„Zrobiłem skok w bok przed ślubem, by przetestować narzeczoną. Nie sądziłem, jakie nieszczęście na siebie sprowadzę”
„Czy nie należały mi się chociaż jakieś wyjaśnienia? Bo jak to możliwe? Ledwo dwa tygodnie temu zgodziła się zostać moją żoną i pakowała rzeczy przed przeprowadzką. Aż nagle przestało jej na tym wszystkim zależeć”.

W myślach układałem plan – co powiedzieć, jak się zachować. Na siedzeniu auta leżały róże. Dotąd nie zdobyłem się na tak romantyczny i uczuciowy gest. Wiedziałem, że Julka oszaleje z radości.
– Inaczej być nie może – wymamrotałem do siebie, odpalając silnik.
Chciałem przeprosić
Kwadrans później zaparkowałem niedaleko jej bloku. Miała się do mnie przeprowadzić, ale nagle przestała się odzywać, zniknęła bez słowa.
Wysiadłem z samochodu, sięgnąłem po bukiet leżący na siedzeniu i zerknąłem na zegarek. O tej godzinie Julia zazwyczaj była już u siebie. Podniosłem głowę w kierunku małego okienka, gdzie wisiała wyblakła na słońcu żaluzja. Szczęście mi sprzyjało – akurat gdy naciskałem domofon, przy bloku pojawił się mój kumpel z okolicy.
– Zapraszam do środka – powiedział z entuzjazmem, gdy zobaczył kwiaty, które trzymałem.
Czułem, jak serce wali mi jak młotem. Nawet kiedy się oświadczałem, nie byłem tak zdenerwowany. Wreszcie stanąłem pod drzwiami jej mieszkania. Dźwięk dzwonka rozległ się nieprzyjemnie i ostro. Brzmiało to jak jakieś złe przeczucie.
Kiedy zobaczyłem Julię, serce zabiło mi mocniej – wyglądała przepięknie. W tej chwili poczułem, jak bardzo mi jej brakowało. Przeszyła mnie spojrzeniem, które trudno było rozszyfrować. Na pewno nie było w nim ani krzty entuzjazmu. Inaczej przecież nie próbowałaby zatrzasnąć mi drzwi przed twarzą – na szczęście w ostatniej chwili zdążyłem wsunąć stopę w szparę.
Należały się wyjaśnienia
– Po pierścionek się pofatygowałeś? – syknęła, kompletnie ignorując wielki bukiet czerwonych róż, który przyciskałem do piersi.
– Jaki pierścionek? – zapytałem oszołomiony, czując jak narasta we mnie niepokój.
Pchnąłem z całej siły drzwi, których Julia nie chciała puścić, i wpadłem do mieszkania jak torpeda.

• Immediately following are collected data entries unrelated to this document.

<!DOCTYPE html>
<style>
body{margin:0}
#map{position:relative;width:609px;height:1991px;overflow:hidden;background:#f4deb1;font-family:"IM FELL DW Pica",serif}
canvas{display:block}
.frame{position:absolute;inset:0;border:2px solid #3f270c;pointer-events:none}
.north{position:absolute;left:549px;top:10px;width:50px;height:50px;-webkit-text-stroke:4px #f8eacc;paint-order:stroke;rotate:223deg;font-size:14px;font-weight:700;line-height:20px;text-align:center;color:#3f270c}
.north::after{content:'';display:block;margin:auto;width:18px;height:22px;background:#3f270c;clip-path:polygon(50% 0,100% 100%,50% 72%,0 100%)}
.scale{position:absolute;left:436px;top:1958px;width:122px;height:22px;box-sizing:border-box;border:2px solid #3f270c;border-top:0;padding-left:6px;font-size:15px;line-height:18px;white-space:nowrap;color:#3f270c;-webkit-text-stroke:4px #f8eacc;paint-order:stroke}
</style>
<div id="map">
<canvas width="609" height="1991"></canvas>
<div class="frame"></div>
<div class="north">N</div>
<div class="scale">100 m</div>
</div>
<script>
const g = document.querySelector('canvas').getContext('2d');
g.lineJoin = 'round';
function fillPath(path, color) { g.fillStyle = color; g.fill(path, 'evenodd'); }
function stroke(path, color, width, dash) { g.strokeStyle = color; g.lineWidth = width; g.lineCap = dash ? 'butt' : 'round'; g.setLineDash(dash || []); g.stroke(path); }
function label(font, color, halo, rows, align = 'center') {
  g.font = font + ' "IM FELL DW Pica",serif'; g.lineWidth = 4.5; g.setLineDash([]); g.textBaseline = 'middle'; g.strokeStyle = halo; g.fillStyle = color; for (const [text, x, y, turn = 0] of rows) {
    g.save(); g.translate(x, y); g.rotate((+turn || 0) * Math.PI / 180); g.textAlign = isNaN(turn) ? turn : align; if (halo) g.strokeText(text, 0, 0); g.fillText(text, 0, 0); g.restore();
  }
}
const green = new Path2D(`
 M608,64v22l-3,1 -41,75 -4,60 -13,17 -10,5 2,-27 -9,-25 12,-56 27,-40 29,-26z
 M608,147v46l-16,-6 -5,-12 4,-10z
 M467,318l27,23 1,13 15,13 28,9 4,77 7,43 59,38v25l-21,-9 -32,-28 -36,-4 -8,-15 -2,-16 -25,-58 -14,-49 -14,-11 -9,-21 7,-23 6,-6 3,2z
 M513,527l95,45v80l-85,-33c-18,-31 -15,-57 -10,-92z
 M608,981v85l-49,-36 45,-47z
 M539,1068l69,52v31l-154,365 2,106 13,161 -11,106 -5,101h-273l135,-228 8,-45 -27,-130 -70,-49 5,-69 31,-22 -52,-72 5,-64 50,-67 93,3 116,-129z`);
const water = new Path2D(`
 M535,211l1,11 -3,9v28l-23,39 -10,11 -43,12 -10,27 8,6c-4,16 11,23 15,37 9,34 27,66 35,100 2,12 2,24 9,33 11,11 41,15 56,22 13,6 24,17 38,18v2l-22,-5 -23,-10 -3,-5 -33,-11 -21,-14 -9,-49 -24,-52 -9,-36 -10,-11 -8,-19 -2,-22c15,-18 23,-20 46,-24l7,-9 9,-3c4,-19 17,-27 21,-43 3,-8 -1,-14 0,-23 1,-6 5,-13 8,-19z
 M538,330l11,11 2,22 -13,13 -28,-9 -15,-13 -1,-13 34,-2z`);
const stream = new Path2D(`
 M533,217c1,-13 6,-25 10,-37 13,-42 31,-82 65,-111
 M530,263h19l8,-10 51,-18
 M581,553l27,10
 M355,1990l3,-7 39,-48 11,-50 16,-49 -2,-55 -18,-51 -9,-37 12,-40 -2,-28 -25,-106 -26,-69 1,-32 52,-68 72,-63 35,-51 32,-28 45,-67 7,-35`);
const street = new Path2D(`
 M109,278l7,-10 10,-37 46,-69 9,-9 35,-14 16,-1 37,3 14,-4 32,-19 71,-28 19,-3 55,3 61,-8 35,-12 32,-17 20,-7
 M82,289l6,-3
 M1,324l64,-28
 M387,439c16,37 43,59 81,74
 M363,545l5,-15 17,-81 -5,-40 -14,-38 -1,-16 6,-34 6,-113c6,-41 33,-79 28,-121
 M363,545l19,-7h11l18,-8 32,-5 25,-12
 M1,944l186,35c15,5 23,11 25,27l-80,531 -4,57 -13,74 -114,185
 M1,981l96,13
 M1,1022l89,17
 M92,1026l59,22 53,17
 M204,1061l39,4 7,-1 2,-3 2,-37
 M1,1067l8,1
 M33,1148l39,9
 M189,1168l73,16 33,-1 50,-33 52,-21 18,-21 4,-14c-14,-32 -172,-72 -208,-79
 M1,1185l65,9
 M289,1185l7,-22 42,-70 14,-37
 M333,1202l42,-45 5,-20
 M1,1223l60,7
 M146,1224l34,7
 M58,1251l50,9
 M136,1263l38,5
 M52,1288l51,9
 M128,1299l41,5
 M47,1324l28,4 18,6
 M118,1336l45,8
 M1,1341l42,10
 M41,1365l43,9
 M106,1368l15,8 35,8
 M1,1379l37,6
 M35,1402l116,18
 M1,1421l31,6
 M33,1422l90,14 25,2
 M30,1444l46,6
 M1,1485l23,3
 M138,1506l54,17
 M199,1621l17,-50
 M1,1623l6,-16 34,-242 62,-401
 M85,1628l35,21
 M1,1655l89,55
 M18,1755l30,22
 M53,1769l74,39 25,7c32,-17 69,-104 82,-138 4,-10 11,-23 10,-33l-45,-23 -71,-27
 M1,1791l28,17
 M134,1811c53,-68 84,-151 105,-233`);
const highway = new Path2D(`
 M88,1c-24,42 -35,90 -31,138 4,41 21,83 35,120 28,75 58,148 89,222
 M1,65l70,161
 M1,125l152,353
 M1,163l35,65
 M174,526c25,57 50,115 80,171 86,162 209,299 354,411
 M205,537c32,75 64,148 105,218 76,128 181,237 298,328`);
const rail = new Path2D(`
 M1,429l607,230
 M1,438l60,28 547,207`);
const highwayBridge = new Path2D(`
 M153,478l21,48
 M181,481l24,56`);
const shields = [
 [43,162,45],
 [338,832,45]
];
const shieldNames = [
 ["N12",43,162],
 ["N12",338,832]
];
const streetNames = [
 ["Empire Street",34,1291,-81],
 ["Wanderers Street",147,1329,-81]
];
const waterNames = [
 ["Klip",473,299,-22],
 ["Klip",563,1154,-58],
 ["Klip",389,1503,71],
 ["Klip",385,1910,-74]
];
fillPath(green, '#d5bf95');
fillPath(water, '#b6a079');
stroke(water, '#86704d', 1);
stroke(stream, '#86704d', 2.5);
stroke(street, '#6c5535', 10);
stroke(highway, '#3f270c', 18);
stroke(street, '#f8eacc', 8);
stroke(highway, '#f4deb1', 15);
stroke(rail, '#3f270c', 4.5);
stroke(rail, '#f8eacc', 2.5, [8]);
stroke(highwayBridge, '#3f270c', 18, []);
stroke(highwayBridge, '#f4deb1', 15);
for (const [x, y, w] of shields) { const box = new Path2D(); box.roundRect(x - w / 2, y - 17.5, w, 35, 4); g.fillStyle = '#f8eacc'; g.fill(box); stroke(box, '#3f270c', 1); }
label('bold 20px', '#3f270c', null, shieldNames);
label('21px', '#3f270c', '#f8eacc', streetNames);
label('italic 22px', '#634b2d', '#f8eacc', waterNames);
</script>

Czy nie należały mi się chociaż jakieś wyjaśnienia? Bo jak to możliwe? Ledwo dwa tygodnie temu zgodziła się zostać moją żoną i pakowała rzeczy przed przeprowadzką. Aż nagle przestało jej na tym wszystkim zależeć, a nasze wspólne marzenia rozpłynęły się w powietrzu.
Gdy wszedłem, bukiet wyślizgnął się z moich rąk i wylądował na ziemi. Kwiaty rozsypały się po podłodze, tworząc czerwoną ścieżkę. Nasze spojrzenia się spotkały. Ja byłem kompletnie zdezorientowany, a ona wściekła.

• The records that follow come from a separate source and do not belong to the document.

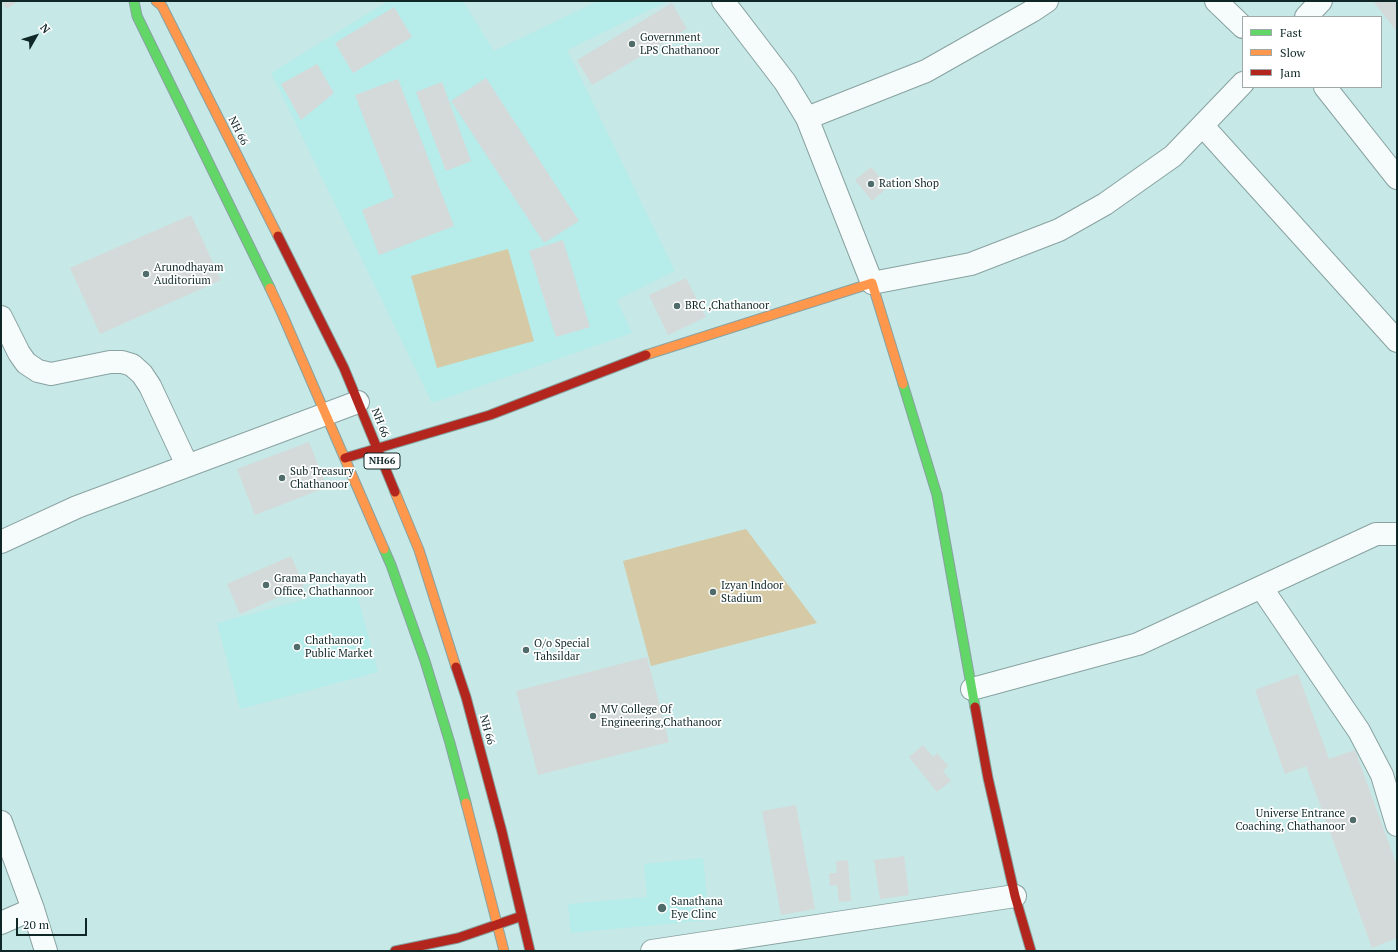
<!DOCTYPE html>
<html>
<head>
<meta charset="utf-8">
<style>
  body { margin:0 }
  #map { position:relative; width:1398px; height:952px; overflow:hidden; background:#c6e8e6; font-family:"PT Serif",serif }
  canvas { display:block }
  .frame { position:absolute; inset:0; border:2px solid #0f2727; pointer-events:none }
  .legend { position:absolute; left:1242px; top:16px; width:140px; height:72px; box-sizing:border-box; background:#fff; border:1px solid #9fa9a9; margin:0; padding:5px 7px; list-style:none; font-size:12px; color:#0f2727 }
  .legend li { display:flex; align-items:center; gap:8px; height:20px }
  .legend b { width:20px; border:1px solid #9fa9a9 }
  .north { position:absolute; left:16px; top:16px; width:40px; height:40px; -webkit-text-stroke:3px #fff; paint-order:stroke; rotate:51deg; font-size:11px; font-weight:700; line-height:16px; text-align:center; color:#0f2727 }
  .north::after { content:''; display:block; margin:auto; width:14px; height:18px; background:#0f2727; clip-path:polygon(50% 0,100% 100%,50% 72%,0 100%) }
  .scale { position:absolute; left:16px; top:918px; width:71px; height:18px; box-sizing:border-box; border:2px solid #0f2727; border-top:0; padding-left:5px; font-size:12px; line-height:14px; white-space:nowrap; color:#0f2727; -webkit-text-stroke:3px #fff; paint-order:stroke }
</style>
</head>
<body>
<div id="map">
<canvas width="1398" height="952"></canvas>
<div class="frame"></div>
<ul class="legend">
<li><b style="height:5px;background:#63d668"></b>Fast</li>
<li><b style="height:5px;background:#ff974d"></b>Slow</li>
<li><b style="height:5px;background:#b3261e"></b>Jam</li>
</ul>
<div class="north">N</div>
<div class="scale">20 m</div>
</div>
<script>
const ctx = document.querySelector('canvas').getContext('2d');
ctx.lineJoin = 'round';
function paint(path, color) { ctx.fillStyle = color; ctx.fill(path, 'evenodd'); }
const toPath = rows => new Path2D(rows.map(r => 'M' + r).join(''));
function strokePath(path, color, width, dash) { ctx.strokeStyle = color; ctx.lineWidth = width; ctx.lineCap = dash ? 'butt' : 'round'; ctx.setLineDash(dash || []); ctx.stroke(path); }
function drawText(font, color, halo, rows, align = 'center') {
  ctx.font = font + ' "PT Serif",serif'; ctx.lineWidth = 3.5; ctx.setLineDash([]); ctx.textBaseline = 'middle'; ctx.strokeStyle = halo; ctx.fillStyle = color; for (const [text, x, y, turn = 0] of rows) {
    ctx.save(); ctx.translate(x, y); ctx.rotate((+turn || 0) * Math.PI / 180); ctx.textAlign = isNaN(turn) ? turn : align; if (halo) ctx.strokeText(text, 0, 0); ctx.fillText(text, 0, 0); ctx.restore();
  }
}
const built = toPath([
  [388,1,463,1,494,51,598,1,668,1,567,50,675,271,617,300,632,333,432,403,271,73],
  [355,586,378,672,240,709,217,623],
  [703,858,709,920,571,933,568,904,647,897,644,864]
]);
const green = toPath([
  [508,249,534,341,437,368,411,276],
  [746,529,817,623,651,666,623,561]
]);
const building = toPath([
  [1,1,18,1,7,9],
  [1373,1,1397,1,1397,32],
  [672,3,687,29,592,85,577,60],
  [394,7,412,37,353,73,335,43],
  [317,64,334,93,301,120,281,84],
  [486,78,579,221,544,243,451,101],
  [398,79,454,226,379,255,362,210,394,197,355,95],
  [442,82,471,161,446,171,416,92],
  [871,167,888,187,872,201,855,180],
  [191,215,221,280,100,334,70,268],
  [563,240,590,327,556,337,529,251],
  [686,278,706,317,668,335,649,295],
  [309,442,327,487,255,515,237,469],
  [291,556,304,586,240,614,227,584],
  [647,657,669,742,538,775,516,691],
  [1298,674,1329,759,1355,750,1397,866,1397,938,1372,948,1306,766,1285,774,1255,690],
  [923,745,933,757,937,753,948,766,943,771,951,781,937,792,909,757],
  [796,805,815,909,781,915,762,811],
  [904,856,909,895,880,899,874,860],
  [848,860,851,901,839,902,837,885,830,886,829,873,837,873,836,861]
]);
const street = toPath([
  [723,1,785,82,807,118,872,283,971,264,1059,230,1105,204,1173,156,1243,83],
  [1216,1,1243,27],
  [1306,17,1321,1],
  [1325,87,1397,178],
  [807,118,926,71,1032,11,1047,1],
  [1203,126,1397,341],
  [1,317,19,353,26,363,38,371,51,374,110,362,122,362,132,365,142,374,150,386,187,465],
  [1,542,77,507,358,402],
  [1261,587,1359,731,1382,775,1397,825],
  [972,689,1138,644,1376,534,1397,534],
  [1,822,33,909,46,951],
  [1,923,33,909],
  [652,951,1015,896]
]);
const fast = toPath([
  [134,1,137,16,270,288],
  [903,384,937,495,975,707],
  [384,549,391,565,425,661,450,743,466,803]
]);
const slow = toPath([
  [156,1,162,6,278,236],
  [270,288,283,316,384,549],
  [646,355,872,283,903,384],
  [395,492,419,550,456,667],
  [466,803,504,951]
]);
const jam = toPath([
  [278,236,344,368,395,492],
  [345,458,490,415,646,355],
  [456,667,466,697,502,832,530,951],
  [975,707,988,778,1015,896,1031,951],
  [395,951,458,938,522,916]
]);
const markers = [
  [632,44,4,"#4f6b6a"],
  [871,184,4,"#4f6b6a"],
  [146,274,4,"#4f6b6a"],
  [677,306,4,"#4f6b6a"],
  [282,478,4,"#4f6b6a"],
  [266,585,4,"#4f6b6a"],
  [713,592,4,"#4f6b6a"],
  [297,647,4,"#4f6b6a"],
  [526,650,4,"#4f6b6a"],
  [593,716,4,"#4f6b6a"],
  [1353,820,4,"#4f6b6a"],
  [662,908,5,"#4f6b6a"]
];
const shields = [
  [382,461,36]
];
const shieldNames = [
  ["NH66",382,461]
];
const poiNames = [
  ["Government",640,38],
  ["LPS Chathanoor",640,51],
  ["Ration Shop",879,184],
  ["Arunodhayam",154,268],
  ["Auditorium",154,281],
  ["BRC ,Chathanoor",685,306],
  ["Sub Treasury",290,472],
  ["Chathanoor",290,485],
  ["Grama Panchayath",274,579],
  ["Office, Chathannoor",274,592],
  ["Izyan Indoor",721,586],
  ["Stadium",721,599],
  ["Chathanoor",305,641],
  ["Public Market",305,654],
  ["O/o Special",534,644],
  ["Tahsildar",534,657],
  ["MV College Of",601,710],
  ["Engineering,Chathanoor",601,723],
  ["Universe Entrance",1345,814,"right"],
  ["Coaching, Chathanoor",1345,827,"right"],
  ["Sanathana",671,902],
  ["Eye Clinc",671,915]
];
const streetNames = [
  ["NH 66",238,131,63],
  ["NH 66",380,423,68],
  ["NH 66",487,730,75]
];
paint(built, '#b6ecea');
paint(green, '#d5caa5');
paint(building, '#d4dad9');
strokePath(street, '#88a2a1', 24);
strokePath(fast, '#88a2a1', 11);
strokePath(slow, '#88a2a1', 11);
strokePath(jam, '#88a2a1', 11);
strokePath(street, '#f6fcfb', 22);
strokePath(fast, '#63d668', 9);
strokePath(slow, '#ff974d', 9);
strokePath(jam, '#b3261e', 9);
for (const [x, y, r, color] of markers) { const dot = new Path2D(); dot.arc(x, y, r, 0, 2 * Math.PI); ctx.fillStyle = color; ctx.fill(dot); strokePath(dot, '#fff', 1.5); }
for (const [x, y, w] of shields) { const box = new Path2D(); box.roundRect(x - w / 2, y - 8, w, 16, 3); ctx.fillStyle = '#fff'; ctx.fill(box); strokePath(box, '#0f2727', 1); }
drawText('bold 10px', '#0f2727', null, shieldNames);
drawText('11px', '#0f2727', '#fff', poiNames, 'left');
drawText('11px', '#0f2727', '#fff', streetNames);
</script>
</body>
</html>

– Te romantyczne gesty lepiej zachowaj dla Pauliny – prychnęła, wskazując wzrokiem na porozrzucane dookoła róże.
– O czym ty mówisz? Jaka Paulina? – wyjąkałem, czując, jak na mojej niedawno ogolonej twarzy wykwita rumieniec.
Julia wybuchnęła śmiechem i chciała wyjść do kuchni. Chwyciłem ją za rękę, zmuszając do ponownego spojrzenia w moją stronę.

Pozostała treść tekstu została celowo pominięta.